Buffalo is the junction of the Northern 11, its roads playing host to massive amounts of overland traffic. They squat on the border of Nu York waiting the day they will subsume it and ascend to their rightful place as jewel of the E.F.S. Or so the story goes. Buffalo is mostly forgotten ruins, dumping grounds, and collapsed structures.
Between the byways of the land vast swaths of unlooted facilities call out to those seeking easy fortunes. The state’s penchant for licensing looting rights has given rise to salvaging towns that mostly export broken glass and shattered dreams, with barely some scrap metal to show for it. The reality is that most things of value are either hidden too well to be gotten by these salvagers or were taken long ago. Still they come far and wide, else give up where they were going to in favour of a life salvaging when they stop here along the road.
Buffalo’s political climate is tense. They lobbied hard for the sanctions against NYC that led up to the siege, and if it hurts the E.F.S. the state will certainly be blamed. However if success is had the profit will be immense. Almost all state resources have been organized towards assisting the E.F.S. military logistics, and the rest has been forcibly acquisitioned for same already. With the State Guard assisting the siege lines, law and order have grown in low supply along Buffalo’s busy roadways.
Some legislators believe that if they can institute a state level tax on the sale of diesel, something they’d long eschewed to cultivate the overland trade routes they profit from, they can turn around the flagging economy--at least until the Big Apple’s rolled over by the Army. The Capital Party has mobilized their agitators against this in force, the Populists are in favour and the Unionists are too busy pining for control of New York to care.

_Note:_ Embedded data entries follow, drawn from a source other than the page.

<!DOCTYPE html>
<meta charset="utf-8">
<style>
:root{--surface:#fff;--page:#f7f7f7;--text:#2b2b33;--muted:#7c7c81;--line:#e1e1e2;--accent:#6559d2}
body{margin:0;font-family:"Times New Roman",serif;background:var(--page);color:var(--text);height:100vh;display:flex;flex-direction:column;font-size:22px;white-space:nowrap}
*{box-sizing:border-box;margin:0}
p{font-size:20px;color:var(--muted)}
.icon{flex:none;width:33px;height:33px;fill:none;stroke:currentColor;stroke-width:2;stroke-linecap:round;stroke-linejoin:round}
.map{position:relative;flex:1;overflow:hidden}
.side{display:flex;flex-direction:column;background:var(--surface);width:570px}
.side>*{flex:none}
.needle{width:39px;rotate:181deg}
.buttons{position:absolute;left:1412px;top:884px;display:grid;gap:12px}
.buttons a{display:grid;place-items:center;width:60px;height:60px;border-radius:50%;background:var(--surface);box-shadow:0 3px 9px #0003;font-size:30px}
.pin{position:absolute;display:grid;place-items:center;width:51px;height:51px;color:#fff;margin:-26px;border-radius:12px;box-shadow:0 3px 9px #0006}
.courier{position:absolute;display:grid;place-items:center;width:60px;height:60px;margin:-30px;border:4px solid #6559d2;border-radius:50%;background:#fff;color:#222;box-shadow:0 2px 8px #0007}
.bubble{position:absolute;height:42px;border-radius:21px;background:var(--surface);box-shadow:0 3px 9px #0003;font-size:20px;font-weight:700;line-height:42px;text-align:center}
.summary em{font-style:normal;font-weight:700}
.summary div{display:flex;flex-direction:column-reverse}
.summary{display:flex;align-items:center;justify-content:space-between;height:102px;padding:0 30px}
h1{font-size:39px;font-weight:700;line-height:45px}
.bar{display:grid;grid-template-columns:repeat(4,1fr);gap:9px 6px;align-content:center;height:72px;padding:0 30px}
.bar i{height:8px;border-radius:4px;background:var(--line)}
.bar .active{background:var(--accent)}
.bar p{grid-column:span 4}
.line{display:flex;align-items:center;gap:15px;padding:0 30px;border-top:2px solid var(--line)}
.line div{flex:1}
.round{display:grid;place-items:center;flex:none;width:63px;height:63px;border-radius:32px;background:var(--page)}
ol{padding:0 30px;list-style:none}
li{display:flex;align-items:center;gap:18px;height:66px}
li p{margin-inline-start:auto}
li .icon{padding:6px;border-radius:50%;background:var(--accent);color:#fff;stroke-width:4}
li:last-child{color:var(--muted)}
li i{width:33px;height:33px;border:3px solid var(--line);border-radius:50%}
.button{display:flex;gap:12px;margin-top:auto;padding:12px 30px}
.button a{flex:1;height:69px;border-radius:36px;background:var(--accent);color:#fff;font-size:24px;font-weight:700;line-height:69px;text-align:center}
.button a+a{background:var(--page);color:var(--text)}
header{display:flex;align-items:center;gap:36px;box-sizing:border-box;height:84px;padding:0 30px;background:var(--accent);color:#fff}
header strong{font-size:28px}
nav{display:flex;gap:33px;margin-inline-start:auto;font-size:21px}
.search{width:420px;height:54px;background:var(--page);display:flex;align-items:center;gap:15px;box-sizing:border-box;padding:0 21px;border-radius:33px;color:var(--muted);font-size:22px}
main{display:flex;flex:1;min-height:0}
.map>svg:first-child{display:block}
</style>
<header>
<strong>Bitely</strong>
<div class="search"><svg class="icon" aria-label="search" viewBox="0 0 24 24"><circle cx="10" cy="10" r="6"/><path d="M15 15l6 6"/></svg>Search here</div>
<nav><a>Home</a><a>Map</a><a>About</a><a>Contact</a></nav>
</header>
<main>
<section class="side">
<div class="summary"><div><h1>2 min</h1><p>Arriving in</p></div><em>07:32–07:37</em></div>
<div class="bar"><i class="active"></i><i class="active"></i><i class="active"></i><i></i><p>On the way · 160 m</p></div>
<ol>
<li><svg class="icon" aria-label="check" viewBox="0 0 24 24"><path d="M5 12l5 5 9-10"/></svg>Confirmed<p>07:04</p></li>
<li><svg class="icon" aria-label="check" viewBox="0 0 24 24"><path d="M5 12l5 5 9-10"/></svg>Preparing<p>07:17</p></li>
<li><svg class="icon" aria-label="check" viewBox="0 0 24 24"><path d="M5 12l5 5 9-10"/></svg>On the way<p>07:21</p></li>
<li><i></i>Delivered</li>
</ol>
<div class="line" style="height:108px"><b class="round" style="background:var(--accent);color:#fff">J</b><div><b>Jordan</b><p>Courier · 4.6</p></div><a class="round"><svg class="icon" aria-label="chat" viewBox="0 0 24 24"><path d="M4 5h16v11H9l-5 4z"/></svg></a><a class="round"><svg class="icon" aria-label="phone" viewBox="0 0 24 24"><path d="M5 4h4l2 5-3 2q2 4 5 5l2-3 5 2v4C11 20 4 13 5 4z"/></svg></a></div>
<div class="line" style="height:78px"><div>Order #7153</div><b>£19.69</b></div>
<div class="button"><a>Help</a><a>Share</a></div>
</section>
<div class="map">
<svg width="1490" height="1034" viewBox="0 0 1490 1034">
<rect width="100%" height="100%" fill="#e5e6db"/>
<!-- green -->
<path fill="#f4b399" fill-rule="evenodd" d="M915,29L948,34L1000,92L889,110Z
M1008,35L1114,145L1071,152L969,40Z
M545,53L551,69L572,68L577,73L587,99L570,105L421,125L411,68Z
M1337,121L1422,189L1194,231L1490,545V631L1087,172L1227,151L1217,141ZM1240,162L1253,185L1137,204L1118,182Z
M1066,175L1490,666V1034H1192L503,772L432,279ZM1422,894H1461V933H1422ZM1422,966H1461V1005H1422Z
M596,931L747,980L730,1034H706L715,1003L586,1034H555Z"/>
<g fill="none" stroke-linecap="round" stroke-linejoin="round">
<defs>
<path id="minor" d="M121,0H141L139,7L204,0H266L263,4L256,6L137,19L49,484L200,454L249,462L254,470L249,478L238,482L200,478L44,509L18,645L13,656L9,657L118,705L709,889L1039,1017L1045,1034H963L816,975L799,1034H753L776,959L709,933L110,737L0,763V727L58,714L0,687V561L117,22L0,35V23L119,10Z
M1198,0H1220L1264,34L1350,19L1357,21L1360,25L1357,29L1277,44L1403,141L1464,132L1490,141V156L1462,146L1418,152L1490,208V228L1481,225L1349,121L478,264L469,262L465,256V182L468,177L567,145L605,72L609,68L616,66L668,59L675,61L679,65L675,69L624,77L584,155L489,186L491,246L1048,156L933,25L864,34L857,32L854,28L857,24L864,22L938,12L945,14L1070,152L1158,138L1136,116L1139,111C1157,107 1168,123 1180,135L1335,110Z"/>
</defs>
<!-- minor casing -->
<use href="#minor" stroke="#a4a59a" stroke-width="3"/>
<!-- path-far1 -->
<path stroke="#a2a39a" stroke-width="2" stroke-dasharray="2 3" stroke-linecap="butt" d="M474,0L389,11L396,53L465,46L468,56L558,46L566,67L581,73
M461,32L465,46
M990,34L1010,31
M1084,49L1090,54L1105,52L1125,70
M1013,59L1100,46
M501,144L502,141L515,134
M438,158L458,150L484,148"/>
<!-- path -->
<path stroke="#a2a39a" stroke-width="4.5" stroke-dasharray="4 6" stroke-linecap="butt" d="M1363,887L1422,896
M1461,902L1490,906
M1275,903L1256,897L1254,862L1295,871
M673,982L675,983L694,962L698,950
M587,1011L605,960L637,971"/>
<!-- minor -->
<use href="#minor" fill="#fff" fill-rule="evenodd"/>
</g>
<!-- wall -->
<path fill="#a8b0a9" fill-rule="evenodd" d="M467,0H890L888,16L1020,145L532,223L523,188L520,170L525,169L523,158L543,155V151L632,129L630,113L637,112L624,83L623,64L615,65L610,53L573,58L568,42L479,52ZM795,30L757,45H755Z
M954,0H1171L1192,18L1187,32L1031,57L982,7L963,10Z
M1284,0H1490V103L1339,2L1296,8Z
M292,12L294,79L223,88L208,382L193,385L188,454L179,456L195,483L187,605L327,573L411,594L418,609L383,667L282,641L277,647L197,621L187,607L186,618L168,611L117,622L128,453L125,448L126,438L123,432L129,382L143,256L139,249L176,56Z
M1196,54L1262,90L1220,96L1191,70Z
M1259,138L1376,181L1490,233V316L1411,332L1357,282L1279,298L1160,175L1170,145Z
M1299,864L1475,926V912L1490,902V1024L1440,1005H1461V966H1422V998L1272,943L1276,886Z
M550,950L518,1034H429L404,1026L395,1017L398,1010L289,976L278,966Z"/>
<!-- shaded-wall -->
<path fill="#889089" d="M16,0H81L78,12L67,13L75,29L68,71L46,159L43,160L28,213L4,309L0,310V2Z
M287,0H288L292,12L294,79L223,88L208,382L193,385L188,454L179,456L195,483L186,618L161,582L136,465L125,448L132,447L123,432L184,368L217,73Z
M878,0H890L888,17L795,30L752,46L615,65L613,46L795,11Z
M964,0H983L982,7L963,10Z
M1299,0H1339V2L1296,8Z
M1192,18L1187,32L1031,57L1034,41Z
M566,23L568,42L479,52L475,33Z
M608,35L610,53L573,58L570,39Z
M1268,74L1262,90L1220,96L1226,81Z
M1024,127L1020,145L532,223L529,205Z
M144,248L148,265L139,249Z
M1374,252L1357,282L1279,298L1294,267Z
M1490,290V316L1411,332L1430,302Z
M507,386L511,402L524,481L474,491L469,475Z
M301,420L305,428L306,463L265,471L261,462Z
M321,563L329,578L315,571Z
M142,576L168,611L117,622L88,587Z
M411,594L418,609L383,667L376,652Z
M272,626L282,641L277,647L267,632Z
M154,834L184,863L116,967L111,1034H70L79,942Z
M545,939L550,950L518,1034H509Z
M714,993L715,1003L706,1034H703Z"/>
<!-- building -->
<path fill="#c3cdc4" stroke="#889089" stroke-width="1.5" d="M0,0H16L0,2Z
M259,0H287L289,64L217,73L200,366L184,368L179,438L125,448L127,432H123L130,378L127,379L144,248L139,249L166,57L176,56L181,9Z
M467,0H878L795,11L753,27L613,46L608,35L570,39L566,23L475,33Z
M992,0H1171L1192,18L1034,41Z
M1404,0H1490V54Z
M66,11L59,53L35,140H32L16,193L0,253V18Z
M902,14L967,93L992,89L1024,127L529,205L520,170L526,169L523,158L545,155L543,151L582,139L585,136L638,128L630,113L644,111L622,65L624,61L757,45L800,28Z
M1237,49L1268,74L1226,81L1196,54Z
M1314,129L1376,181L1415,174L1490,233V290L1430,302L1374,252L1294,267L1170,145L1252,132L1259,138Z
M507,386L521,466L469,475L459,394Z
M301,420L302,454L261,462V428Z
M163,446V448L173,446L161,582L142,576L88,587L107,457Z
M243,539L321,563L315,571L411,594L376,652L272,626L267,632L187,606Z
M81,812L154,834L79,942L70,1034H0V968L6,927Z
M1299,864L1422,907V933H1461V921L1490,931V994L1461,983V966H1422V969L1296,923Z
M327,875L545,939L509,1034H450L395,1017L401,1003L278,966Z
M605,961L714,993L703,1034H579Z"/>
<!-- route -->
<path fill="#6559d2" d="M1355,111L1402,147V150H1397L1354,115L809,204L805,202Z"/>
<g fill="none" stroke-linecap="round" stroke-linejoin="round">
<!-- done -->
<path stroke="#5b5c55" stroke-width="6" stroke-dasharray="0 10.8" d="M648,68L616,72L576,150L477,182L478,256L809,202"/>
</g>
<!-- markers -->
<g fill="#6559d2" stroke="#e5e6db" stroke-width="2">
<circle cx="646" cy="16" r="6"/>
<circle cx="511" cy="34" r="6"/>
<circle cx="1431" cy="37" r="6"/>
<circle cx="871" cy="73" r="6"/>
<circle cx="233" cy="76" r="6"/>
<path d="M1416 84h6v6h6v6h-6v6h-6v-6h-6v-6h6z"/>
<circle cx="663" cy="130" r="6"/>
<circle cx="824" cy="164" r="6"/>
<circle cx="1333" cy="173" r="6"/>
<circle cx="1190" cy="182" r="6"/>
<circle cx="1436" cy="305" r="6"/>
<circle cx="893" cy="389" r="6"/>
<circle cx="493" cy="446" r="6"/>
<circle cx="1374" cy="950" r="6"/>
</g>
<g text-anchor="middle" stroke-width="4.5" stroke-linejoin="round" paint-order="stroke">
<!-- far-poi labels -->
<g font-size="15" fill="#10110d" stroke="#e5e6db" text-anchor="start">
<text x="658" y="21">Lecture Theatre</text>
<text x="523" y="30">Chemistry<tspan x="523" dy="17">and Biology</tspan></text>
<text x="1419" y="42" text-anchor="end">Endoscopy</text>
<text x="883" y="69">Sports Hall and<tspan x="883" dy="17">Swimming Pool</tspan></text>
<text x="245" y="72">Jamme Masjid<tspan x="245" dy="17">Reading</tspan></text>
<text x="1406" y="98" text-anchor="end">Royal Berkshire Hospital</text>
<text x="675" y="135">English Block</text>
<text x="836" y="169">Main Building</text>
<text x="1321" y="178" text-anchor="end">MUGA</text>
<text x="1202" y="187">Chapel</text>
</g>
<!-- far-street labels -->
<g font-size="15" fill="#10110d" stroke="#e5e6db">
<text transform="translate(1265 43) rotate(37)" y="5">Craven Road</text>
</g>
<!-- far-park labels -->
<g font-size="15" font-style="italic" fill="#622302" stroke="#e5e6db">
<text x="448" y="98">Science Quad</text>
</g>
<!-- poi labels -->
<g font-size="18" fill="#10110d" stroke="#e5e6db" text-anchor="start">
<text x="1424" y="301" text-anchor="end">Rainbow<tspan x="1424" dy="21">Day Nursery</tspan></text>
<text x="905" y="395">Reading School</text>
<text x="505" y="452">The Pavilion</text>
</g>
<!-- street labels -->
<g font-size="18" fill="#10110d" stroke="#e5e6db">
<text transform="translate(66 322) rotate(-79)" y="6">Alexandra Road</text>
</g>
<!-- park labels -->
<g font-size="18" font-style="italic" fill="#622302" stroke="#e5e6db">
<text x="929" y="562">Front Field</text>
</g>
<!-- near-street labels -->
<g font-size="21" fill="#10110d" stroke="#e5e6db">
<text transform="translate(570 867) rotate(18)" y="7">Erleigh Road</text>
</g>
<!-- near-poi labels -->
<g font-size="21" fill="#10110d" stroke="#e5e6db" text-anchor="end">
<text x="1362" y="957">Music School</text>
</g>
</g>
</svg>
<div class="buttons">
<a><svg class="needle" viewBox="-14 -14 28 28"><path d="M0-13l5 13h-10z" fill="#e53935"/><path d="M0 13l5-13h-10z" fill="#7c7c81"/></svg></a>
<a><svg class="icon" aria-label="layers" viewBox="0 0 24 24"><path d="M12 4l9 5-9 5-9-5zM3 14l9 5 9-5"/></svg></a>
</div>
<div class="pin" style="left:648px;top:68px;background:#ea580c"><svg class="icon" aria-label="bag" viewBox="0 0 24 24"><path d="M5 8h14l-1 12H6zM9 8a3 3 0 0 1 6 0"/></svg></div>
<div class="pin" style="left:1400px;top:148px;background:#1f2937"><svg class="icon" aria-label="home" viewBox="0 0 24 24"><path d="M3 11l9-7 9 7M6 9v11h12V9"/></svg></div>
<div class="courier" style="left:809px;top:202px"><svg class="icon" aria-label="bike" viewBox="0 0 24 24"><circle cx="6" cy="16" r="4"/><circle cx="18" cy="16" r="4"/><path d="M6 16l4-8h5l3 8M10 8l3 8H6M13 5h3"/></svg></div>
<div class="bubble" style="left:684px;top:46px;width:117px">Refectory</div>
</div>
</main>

Burning rubber around Buffalo reveals a cycle of aspiration and despair. The folks of Buffalo want only to live the Seaboard dream and live life to its fullest, enjoying all the appertaining joys and duties. However the hard economic reality has sent a generation of youths seeking something other than their parents simple mantra of production and service in the name of economic subsistence.
Greasers and motorheads, bikers and deviants, every kind of road hog and more types of automotive enthusiast then previously catalogued have risen to fill the gap. Car culture is fueled by wily locals retooling trash into roadbound treasure, the plentiful influx of diesel making less efficient engines more palatable. There’s even rumours of a few prototype Akroy-diesel mixers homebrewed by those afflicted by this “motor madness,” but none who can speak to the veracity of these claims do so one way or the other. The tech backing the E.F.S. Light Lance program in the hands of non-state actors is bad news for a lot of folks, but a good chance for profit too--Bushwhackers have taken an appropriate level of notice in the activities of these riders.
Now tensions are coming to a head. Feds, corps, and out of state criminal organizations all looking to get their hands on the godsent motor that can boost to over half again its output with the right injection of oxygen and Akroy have flooded the state and put the motorheads on the defensive. Maybe the legend is as real as the get-rich quick finds that every schlub from the scav towns seems to believe they’ve got, but real blood is gonna be spilled either way before this is done.
The cultural and technological renaissance of Buffalo has been noted by youths across the country, and observers say it may be the start of a movement. The starched shirts in Washington hope it is not so--they need a cooperative Military Aged generation if they are to keep their current pace of warfighting.
Buffalo’s roads towns sprung up to meet the demands of weary travelers and lucrative wanderers, but now prop up the state’s economy in the wake of their ancient systems that ran the financial sector
Diesel, cattle, apples, and grapes are the staple products of the Buffalo economy. Of course one might say that service is also a primary output, but without food and fuel to keep the road town’s gas stations going and energy to keep the lights on there’d be no reason to stop.
Not all the folks of the road are rebellious youths. Young and old alike, some turn to violence for sport or profit. The decreased presence of the State Guard on the roads makes them an ever growing battlefield for (dis)organized crime. Caravans are having to get better armed, and this means when some of them fall their armaments are inherited by the ruffians they failed to kill. This cycle has gone on long enough to produce a sharp rise in the average arsenal of Buffalo’s Highwaymen.
Those seeking their fortune in the scrap heap had best heed the warnings of those who have gone before. The wildlife of Buffalo has adapted to living in its refuse, and they stalk as well in corn fields as the concrete tunnels. Some are harmless, others subsist wholly on the internal organs of human beings. There’s not much to be done but sleep with a loaded gun and one eye open--or better yet, just drive on through. The road will take you many places from Buffalo, so why stop there?